Given the low incidence of major bleeding events observed in our study, even among thrombocytopenic patients, it can be concluded that while bleeding risk is slightly elevated, it remains manageable. This low complication rate likely reflects the combination of skilled procedural technique, particularly by experienced interventionalists or vascular surgeons, and the use of ultrasound guidance, which together help minimize bleeding risk in thrombocytopenic patients (20).
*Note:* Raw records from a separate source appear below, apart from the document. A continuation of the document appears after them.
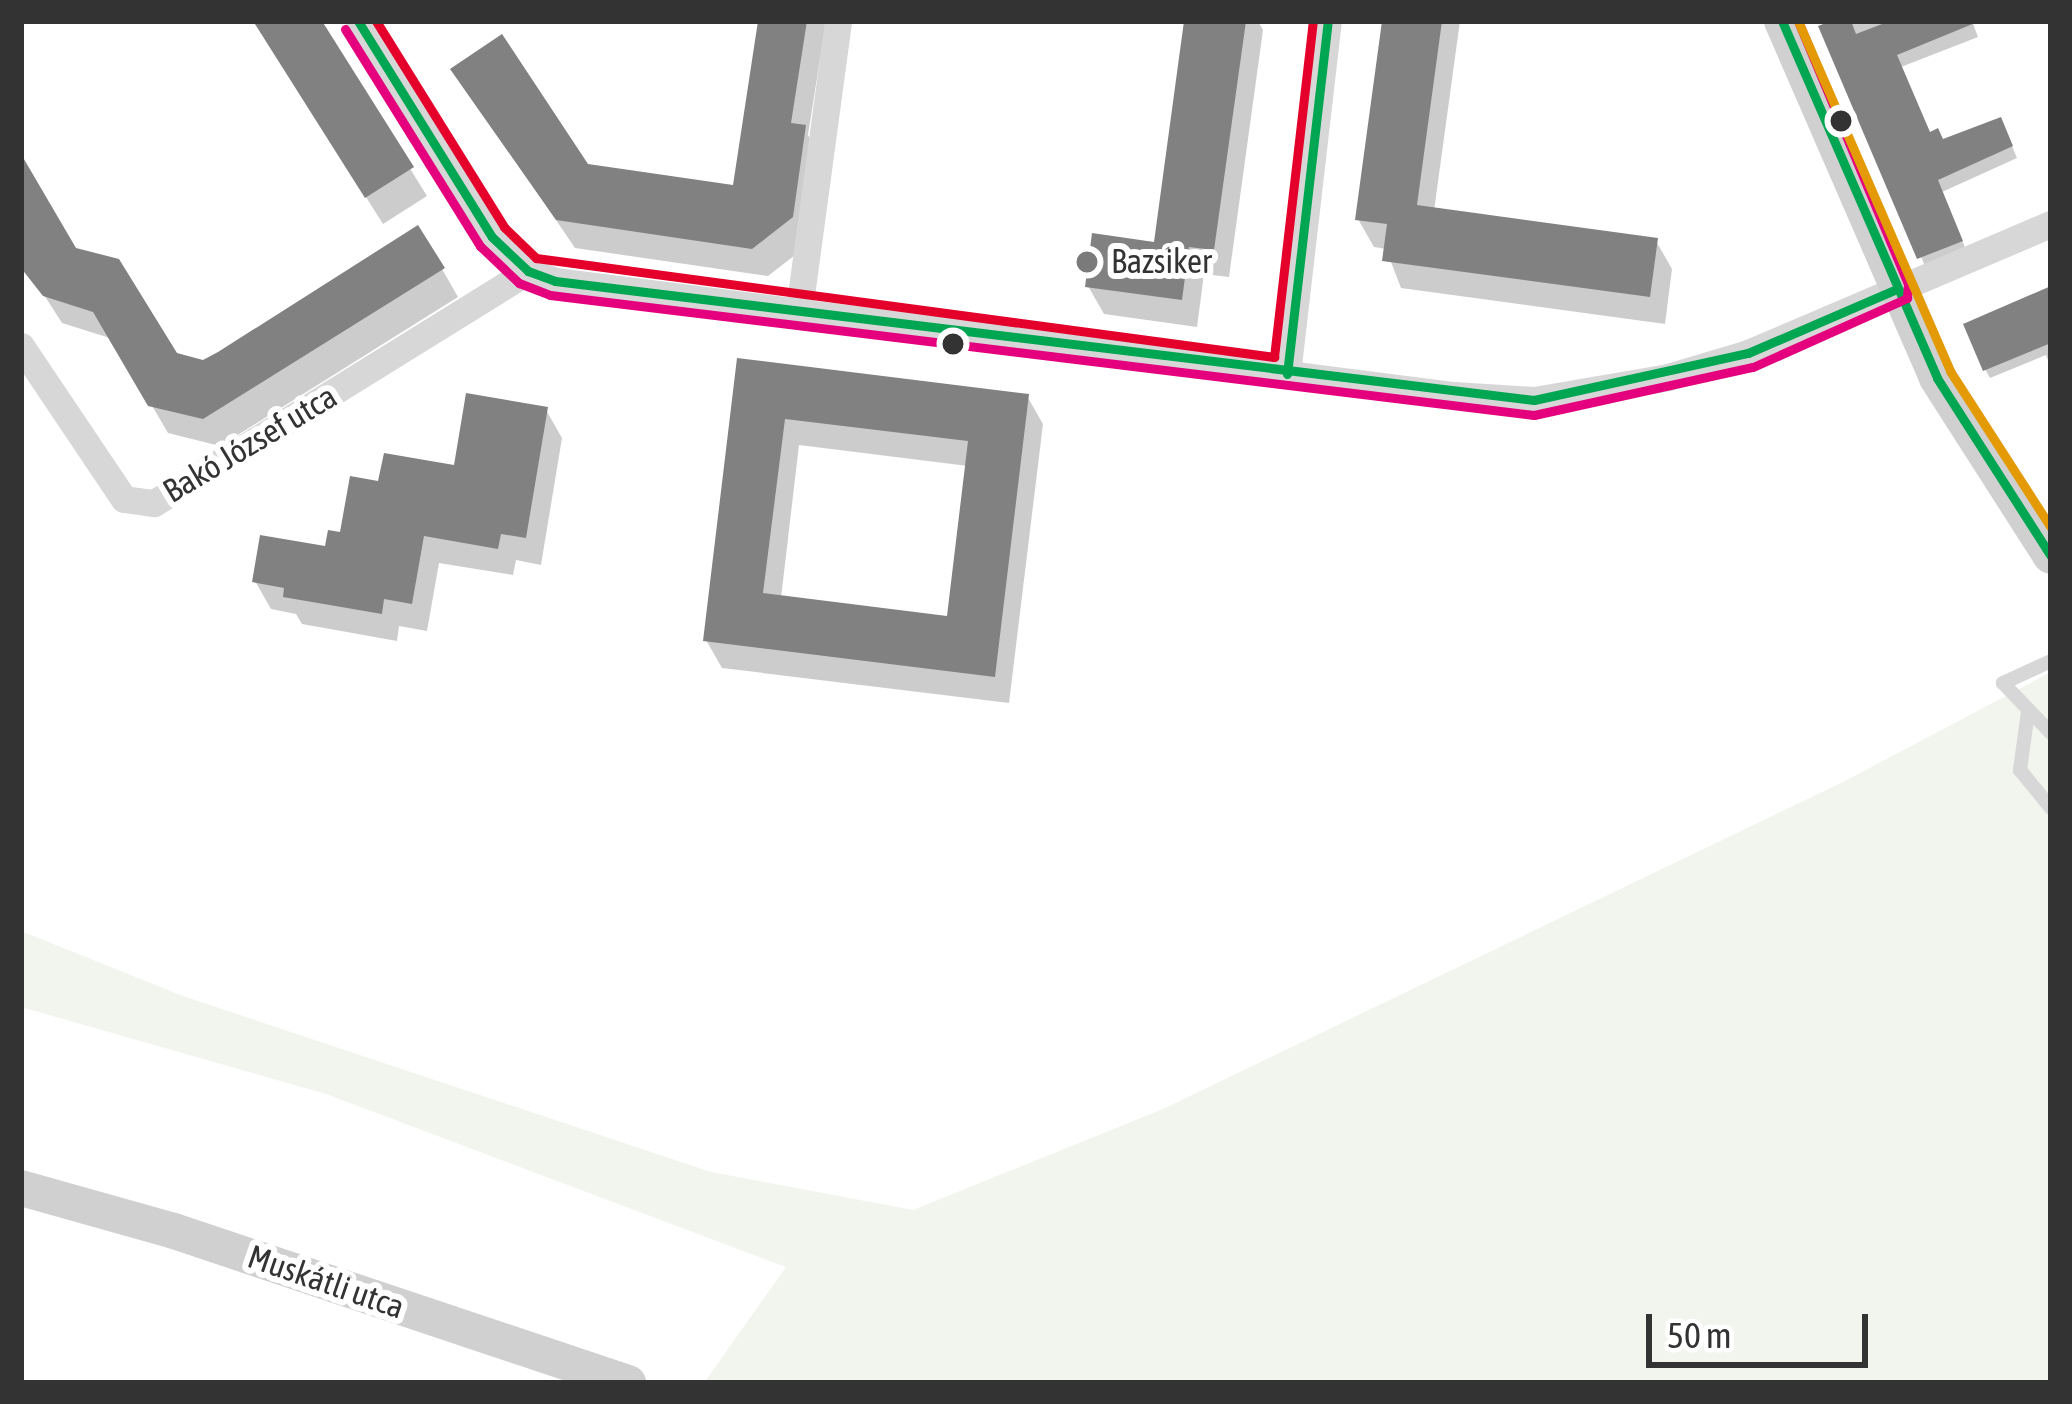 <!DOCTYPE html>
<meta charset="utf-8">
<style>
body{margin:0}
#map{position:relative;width:2072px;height:1404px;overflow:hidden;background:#fff;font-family:"Asap Condensed",sans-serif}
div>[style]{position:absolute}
.green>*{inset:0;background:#f1f5ed}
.shadow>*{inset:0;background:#0003}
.building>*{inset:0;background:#818181}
.service>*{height:14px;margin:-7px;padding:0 7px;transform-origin:7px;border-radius:7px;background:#d7d7d7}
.minor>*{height:27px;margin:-13.5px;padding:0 13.5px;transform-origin:13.5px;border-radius:13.5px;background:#d7d7d7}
.secondary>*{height:36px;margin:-18px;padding:0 18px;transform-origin:18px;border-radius:18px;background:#d0d0d0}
.bus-1>*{height:9px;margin:-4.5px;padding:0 4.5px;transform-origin:4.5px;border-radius:4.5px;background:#00a651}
.bus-2>*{height:9px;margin:-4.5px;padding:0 4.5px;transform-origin:4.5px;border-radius:4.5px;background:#e5007d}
.bus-3>*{height:9px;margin:-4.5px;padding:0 4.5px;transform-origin:4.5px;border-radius:4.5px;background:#e4002b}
.bus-4>*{height:9px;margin:-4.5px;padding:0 4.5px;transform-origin:4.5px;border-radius:4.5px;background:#e39a05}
.dots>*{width:33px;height:33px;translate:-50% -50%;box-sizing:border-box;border:6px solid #fff;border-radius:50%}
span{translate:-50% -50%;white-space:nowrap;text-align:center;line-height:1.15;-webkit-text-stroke:12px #fff;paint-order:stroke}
.poi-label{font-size:33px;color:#333}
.left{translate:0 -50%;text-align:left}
.street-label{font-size:33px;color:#333}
.frame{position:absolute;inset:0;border:24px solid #333;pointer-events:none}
.scale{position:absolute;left:1646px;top:1314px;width:222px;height:54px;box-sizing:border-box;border:6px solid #333;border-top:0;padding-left:15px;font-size:36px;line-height:42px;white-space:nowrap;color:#333;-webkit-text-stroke:9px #fff;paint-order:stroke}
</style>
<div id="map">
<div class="green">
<div style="clip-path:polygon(2051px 672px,2051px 1383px,704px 1383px,786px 1267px,326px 1094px,21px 1007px,21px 931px,183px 996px,711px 1172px,913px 1210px,1163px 1109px,1847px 780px)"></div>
</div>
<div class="shadow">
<div style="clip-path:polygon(255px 21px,319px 21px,427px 196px,383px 224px)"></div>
<div style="clip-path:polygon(761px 21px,826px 21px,808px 135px,820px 155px,808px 245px,768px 276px,575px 248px,454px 70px,586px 166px,736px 188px)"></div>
<div style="clip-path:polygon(1187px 21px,1258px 21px,1263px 30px,1229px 277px,1204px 274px,1197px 327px,1104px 314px,1088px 286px,1156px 245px)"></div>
<div style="clip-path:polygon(1385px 21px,1460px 21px,1434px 211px,1656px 241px,1672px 269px,1665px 324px,1401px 288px,1386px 249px,1374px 247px,1358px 219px)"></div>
<div style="clip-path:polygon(1827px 21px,1972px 21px,1978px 37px,1901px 67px,1930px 135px,1943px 142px,2006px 131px,2017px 158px,1942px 192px,1967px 252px,1926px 269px)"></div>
<div style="clip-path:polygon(21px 160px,74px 251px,175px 356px,204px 363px,442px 269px,458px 297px,220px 446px,168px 433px,113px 339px,62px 323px,21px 259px)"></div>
<div style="clip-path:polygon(2051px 290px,2051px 368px,2046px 355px,1990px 378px,1985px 369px)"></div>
<div style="clip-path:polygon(evenodd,740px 361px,1027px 396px,1043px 424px,1009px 703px,722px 668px,706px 640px,740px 361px,799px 445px,968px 466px,950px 620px,781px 598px,799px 445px)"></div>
<div style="clip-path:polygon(546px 410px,562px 438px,541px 565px,516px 560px,513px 575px,439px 563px,427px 631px,399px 626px,397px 641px,302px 624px,296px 614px,271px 609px,255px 581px,327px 550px,381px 484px,456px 468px)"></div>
</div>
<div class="building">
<div style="clip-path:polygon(253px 21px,322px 21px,414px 167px,365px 198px)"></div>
<div style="clip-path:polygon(758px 21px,807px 21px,791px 123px,806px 125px,793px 217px,752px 249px,556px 220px,450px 69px,502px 34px,588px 164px,733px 185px)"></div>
<div style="clip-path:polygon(1184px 21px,1246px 21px,1214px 250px,1189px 247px,1182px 300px,1085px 287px,1092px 233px,1154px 242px)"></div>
<div style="clip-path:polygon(1382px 21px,1442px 21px,1417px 205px,1658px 238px,1650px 297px,1382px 261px,1387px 224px,1355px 220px)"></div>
<div style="clip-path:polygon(1831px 21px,1851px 21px,1856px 34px,1890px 21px,1980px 21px,1897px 55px,1930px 132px,1938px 128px,1943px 139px,2001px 117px,2013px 146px,1938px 180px,1963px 241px,1917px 259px,1818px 26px)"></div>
<div style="clip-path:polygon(21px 154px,76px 248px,119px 259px,177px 353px,203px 360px,218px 352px,418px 225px,445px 268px,203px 419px,148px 406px,93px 312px,43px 296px,21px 268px)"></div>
<div style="clip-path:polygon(2051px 286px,2051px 343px,1983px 371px,1963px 324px)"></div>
<div style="clip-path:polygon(evenodd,737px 358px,1029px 394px,995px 677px,703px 641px,737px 358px,785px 419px,968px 441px,947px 616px,763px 593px,785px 419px)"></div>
<div style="clip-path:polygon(466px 393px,548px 407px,526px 538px,501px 534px,498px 549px,424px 536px,412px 604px,384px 599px,382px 614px,283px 597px,284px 588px,252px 582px,260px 535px,325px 546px,328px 530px,340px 532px,350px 476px,378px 481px,384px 453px,454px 465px)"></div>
</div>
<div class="service">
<div style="left:2051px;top:661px;width:53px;rotate:155.4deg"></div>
<div style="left:2003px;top:683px;width:69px;rotate:46.2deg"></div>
<div style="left:2028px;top:712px;width:59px;rotate:97.9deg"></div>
<div style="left:2020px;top:770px;width:49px;rotate:50.8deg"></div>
</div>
<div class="minor">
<div style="left:358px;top:21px;width:254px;rotate:58.2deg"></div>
<div style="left:492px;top:237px;width:50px;rotate:43.4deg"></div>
<div style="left:528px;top:271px;width:29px;rotate:20deg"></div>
<div style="left:555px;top:281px;width:906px;rotate:7.23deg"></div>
<div style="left:1454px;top:395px;width:80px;rotate:3.6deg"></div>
<div style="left:1534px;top:400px;width:136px;rotate:-9.7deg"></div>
<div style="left:1668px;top:377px;width:84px;rotate:-16.7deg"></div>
<div style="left:1748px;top:353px;width:329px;rotate:-23.1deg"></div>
<div style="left:799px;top:310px;width:292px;rotate:-82.3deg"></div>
<div style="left:21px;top:346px;width:184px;rotate:56.1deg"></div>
<div style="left:124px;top:499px;width:30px;rotate:8deg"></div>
<div style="left:154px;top:503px;width:440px;rotate:-31.8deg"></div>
<div style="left:1287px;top:374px;width:355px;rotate:-83.4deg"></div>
</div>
<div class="secondary">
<div style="left:1782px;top:21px;width:389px;rotate:66.5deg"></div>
<div style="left:1937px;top:378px;width:211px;rotate:57.4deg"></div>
<div style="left:21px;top:1188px;width:159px;rotate:15.7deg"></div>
<div style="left:174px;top:1231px;width:479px;rotate:18.5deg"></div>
</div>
<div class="bus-1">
<div style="left:358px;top:21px;width:254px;rotate:58.2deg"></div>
<div style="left:492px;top:237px;width:50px;rotate:43.4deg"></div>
<div style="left:528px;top:271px;width:29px;rotate:20deg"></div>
<div style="left:555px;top:281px;width:986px;rotate:6.93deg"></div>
<div style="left:1534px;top:400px;width:219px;rotate:-12.4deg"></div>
<div style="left:1748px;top:353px;width:159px;rotate:-23.3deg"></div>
<div style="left:1782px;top:21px;width:389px;rotate:66.5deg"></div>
<div style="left:1937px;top:378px;width:211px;rotate:57.4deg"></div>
<div style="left:1287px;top:374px;width:355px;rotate:-83.4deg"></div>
</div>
<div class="bus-2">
<div style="left:345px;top:29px;width:256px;rotate:58.1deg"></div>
<div style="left:480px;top:246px;width:54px;rotate:43.5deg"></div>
<div style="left:519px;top:283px;width:33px;rotate:21deg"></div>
<div style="left:550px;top:295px;width:991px;rotate:6.95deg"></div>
<div style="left:1534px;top:415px;width:224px;rotate:-12.4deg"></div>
<div style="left:1753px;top:367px;width:169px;rotate:-24.1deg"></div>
<div style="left:1907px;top:298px;width:14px;rotate:-86deg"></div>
<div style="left:1908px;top:284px;width:285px;rotate:-112.7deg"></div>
</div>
<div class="bus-3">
<div style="left:376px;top:21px;width:243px;rotate:58.1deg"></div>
<div style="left:504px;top:227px;width:45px;rotate:44.1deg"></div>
<div style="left:536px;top:258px;width:745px;rotate:7.64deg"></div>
<div style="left:1274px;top:357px;width:338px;rotate:-83.4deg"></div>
</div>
<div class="bus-4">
<div style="left:1798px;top:21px;width:382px;rotate:66.5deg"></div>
<div style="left:1950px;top:371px;width:187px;rotate:57.2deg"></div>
</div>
<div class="dots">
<div style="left:1841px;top:121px;background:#333"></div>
<div style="left:1087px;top:262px;background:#7a7a7a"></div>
<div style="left:953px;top:344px;background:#333"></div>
</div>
<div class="poi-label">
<span class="left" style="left:1111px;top:262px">Bazsiker</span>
</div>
<div class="street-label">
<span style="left:250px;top:444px;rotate:-31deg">Bakó József utca</span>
<span style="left:326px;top:1282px;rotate:19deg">Muskátli utca</span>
</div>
<div class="frame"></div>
<div class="scale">50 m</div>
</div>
In conclusion, our study indicates that thrombocytopenia may slightly increase the risk of bleeding complications during chemotherapy port placement; however, these complications are generally minor and manageable with standard interventions. The modestly higher incidence of bleeding in the thrombocytopenic group aligns with the expected effects of low platelet counts. Importantly, the overall low rate of serious hemorrhagic events suggests that, with proper techniques-particularly ultrasound guidance-bleeding risks can be effectively minimized. While platelet transfusions may be beneficial in select cases, precise procedural technique appears to be the most critical factor in ensuring safety for thrombocytopenic patients. Further studies with larger sample sizes are warranted to better define the role of preoperative platelet transfusion and optimize management strategies in this population.